In their experiments, Lau and her colleagues first peeled off a single
sheet of graphene from graphite, a layered structure consisting of
rings of six carbon atoms arranged in stacked horizontal sheets. Next,
the researchers attached nanoscale electrodes to the graphene sheet,
which they then refrigerated in a cooling device. Finally, they
measured the electrical conductivity of the graphene sheet.

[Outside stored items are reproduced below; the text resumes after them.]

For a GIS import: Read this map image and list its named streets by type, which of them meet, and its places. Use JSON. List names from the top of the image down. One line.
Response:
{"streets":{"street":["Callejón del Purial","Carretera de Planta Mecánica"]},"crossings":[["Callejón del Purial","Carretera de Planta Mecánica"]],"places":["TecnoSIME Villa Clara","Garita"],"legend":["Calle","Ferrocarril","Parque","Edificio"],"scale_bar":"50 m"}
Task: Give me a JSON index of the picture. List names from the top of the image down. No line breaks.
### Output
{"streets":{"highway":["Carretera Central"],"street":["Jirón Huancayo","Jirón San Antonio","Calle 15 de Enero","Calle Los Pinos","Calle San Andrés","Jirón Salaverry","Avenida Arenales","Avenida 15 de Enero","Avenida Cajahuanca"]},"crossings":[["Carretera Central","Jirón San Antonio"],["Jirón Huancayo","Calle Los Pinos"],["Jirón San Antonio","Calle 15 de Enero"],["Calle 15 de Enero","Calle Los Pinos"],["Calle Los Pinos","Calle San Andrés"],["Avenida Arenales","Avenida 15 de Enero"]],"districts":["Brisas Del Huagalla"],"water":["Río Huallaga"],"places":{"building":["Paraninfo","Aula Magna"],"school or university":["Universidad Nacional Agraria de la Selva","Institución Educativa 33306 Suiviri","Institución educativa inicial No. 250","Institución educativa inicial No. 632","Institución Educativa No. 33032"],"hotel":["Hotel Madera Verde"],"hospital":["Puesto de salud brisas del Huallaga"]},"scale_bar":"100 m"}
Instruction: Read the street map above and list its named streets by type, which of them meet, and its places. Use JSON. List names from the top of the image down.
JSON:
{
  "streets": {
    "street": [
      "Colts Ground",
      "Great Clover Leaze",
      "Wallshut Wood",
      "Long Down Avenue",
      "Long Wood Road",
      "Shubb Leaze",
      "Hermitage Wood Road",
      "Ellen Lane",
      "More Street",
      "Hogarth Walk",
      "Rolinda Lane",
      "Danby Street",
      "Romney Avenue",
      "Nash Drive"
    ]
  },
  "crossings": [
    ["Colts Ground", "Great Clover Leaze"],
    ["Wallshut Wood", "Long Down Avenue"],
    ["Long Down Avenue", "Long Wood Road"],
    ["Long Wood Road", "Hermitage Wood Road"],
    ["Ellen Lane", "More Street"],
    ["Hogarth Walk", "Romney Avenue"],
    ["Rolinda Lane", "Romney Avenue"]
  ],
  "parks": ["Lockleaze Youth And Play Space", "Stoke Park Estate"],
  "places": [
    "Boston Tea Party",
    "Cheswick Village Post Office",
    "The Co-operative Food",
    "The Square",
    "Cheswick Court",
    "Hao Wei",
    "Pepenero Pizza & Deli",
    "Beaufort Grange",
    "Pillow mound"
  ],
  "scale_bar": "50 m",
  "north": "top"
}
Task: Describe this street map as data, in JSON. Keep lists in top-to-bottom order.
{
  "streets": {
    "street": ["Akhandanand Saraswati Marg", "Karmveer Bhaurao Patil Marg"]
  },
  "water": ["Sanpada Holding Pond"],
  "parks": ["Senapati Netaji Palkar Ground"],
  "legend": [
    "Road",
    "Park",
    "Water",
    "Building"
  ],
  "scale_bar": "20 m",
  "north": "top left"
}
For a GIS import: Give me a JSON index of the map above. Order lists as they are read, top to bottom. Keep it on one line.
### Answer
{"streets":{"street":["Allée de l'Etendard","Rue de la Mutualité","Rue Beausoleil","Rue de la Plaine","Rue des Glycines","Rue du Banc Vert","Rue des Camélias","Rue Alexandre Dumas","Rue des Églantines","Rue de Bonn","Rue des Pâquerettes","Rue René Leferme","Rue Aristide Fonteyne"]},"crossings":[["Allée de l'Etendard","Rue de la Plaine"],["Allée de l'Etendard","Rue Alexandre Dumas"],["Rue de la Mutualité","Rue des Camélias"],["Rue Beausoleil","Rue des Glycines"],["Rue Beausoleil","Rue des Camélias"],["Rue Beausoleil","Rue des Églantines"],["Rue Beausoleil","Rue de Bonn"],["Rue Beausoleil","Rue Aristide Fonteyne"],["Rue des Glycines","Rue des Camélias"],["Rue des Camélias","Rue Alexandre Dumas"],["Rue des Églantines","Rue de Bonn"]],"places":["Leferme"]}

Graphene, first isolated experimentally less than three years ago, is
a two-dimensional honeycomb lattice of carbon atoms, and, structurally,
is related to carbon nanotubes (tiny hollow tubes formed by rolling up
sheets of graphene) and buckyballs (hollow carbon molecules that form
a closed cage).
Scientifically, it has become a new model system for condensed-matter
physics, the branch of physics that deals with the physical properties
of solid materials. Graphene enables table-top experimental tests of a
number of phenomena in physics involving quantum mechanics and
relativity.
Bearing excellent material properties, such as high current-carrying
capacity and thermal conductivity, graphene ideally is suited for
creating components for semiconductor circuits and computers. Its
planar geometry allows the fabrication of electronic devices and the
tailoring of a variety of electrical properties. Because it is only
one-atom thick, it can potentially be used to make ultra-small devices
and further miniaturize electronics.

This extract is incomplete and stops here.